**EXERCISE REQUIREMENTS**
Search the data for the word "Care" and copy out every line that has it.

Segment Start: MATERIAL PROVIDED

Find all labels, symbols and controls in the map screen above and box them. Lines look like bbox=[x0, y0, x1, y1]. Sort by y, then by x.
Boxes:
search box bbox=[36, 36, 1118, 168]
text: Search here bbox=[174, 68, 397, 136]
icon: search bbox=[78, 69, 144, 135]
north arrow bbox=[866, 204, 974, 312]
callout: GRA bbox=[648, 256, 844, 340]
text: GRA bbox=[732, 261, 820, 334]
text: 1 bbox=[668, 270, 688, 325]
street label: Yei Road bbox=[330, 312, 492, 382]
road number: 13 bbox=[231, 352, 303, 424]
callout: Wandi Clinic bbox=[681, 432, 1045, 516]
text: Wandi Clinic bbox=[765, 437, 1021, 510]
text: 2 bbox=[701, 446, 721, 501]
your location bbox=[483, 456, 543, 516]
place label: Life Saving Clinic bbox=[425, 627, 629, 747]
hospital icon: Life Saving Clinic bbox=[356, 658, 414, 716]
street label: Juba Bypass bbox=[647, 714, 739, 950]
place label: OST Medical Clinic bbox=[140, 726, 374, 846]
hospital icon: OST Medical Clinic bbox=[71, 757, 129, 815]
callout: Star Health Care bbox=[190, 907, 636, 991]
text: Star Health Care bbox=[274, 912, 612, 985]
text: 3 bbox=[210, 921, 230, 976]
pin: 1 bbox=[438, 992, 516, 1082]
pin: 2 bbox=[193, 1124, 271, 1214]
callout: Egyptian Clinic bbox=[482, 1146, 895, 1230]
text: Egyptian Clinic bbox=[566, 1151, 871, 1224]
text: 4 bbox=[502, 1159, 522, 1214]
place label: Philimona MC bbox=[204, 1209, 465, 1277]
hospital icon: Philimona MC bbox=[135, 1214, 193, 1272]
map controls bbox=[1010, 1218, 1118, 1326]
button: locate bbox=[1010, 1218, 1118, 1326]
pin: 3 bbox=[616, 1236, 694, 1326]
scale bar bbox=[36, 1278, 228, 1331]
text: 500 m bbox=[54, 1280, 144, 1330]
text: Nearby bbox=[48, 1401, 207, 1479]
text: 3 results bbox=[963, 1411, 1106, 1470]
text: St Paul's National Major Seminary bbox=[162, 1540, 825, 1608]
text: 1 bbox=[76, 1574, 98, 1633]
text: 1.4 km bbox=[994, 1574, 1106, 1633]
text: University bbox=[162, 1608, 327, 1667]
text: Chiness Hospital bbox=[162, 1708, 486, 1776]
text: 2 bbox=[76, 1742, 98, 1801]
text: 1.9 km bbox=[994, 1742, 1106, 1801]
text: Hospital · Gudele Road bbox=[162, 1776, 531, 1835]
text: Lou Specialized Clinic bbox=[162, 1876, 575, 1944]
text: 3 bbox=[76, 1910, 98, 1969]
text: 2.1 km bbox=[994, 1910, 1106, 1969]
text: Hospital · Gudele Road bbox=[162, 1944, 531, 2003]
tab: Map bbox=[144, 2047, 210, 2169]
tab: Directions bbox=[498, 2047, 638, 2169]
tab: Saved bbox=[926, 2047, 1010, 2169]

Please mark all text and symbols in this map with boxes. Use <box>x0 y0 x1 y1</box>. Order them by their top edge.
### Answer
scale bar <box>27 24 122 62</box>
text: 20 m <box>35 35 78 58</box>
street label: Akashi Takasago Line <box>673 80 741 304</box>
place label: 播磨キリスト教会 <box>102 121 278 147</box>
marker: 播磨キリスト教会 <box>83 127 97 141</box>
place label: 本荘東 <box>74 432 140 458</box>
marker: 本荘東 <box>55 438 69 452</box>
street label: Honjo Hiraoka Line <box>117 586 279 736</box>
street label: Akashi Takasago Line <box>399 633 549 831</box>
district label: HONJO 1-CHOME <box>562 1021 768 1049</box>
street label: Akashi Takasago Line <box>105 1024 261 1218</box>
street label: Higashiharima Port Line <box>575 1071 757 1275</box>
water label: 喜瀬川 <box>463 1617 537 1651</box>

Segment End: MATERIAL PROVIDED

**RESULT OF THIS TASK**
callout: Star Health Care bbox=[190, 907, 636, 991]
text: Star Health Care bbox=[274, 912, 612, 985]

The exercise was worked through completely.